THE INPUT>
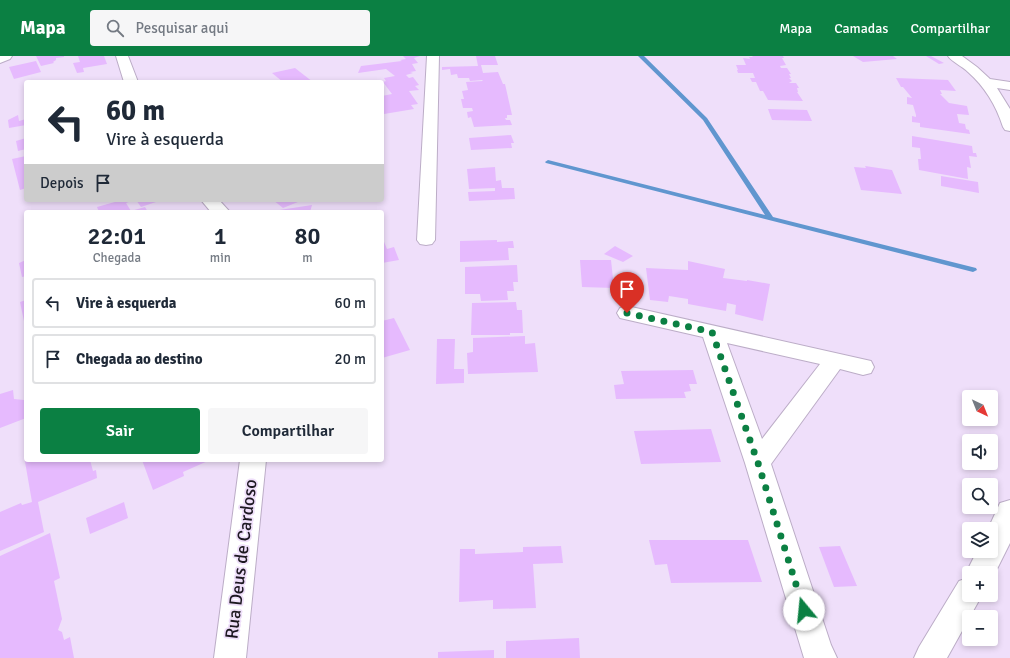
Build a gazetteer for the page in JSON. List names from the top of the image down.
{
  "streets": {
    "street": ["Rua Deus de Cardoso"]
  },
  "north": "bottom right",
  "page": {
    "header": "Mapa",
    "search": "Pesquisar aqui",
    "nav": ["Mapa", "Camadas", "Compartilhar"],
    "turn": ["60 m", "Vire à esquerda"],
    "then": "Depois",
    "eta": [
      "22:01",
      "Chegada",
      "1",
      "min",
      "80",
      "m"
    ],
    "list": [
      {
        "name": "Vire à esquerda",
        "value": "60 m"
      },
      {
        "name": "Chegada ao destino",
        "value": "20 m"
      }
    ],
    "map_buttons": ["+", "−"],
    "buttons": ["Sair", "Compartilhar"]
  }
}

TASK TO CARRY OUT>
This exercise needs every entry retyped exactly, with the pictures removed.

YOUR RESPONSE>
Build a gazetteer for the page in JSON. List names from the top of the image down.
{
  "streets": {
    "street": ["Rua Deus de Cardoso"]
  },
  "north": "bottom right",
  "page": {
    "header": "Mapa",
    "search": "Pesquisar aqui",
    "nav": ["Mapa", "Camadas", "Compartilhar"],
    "turn": ["60 m", "Vire à esquerda"],
    "then": "Depois",
    "eta": [
      "22:01",
      "Chegada",
      "1",
      "min",
      "80",
      "m"
    ],
    "list": [
      {
        "name": "Vire à esquerda",
        "value": "60 m"
      },
      {
        "name": "Chegada ao destino",
        "value": "20 m"
      }
    ],
    "map_buttons": ["+", "−"],
    "buttons": ["Sair", "Compartilhar"]
  }
}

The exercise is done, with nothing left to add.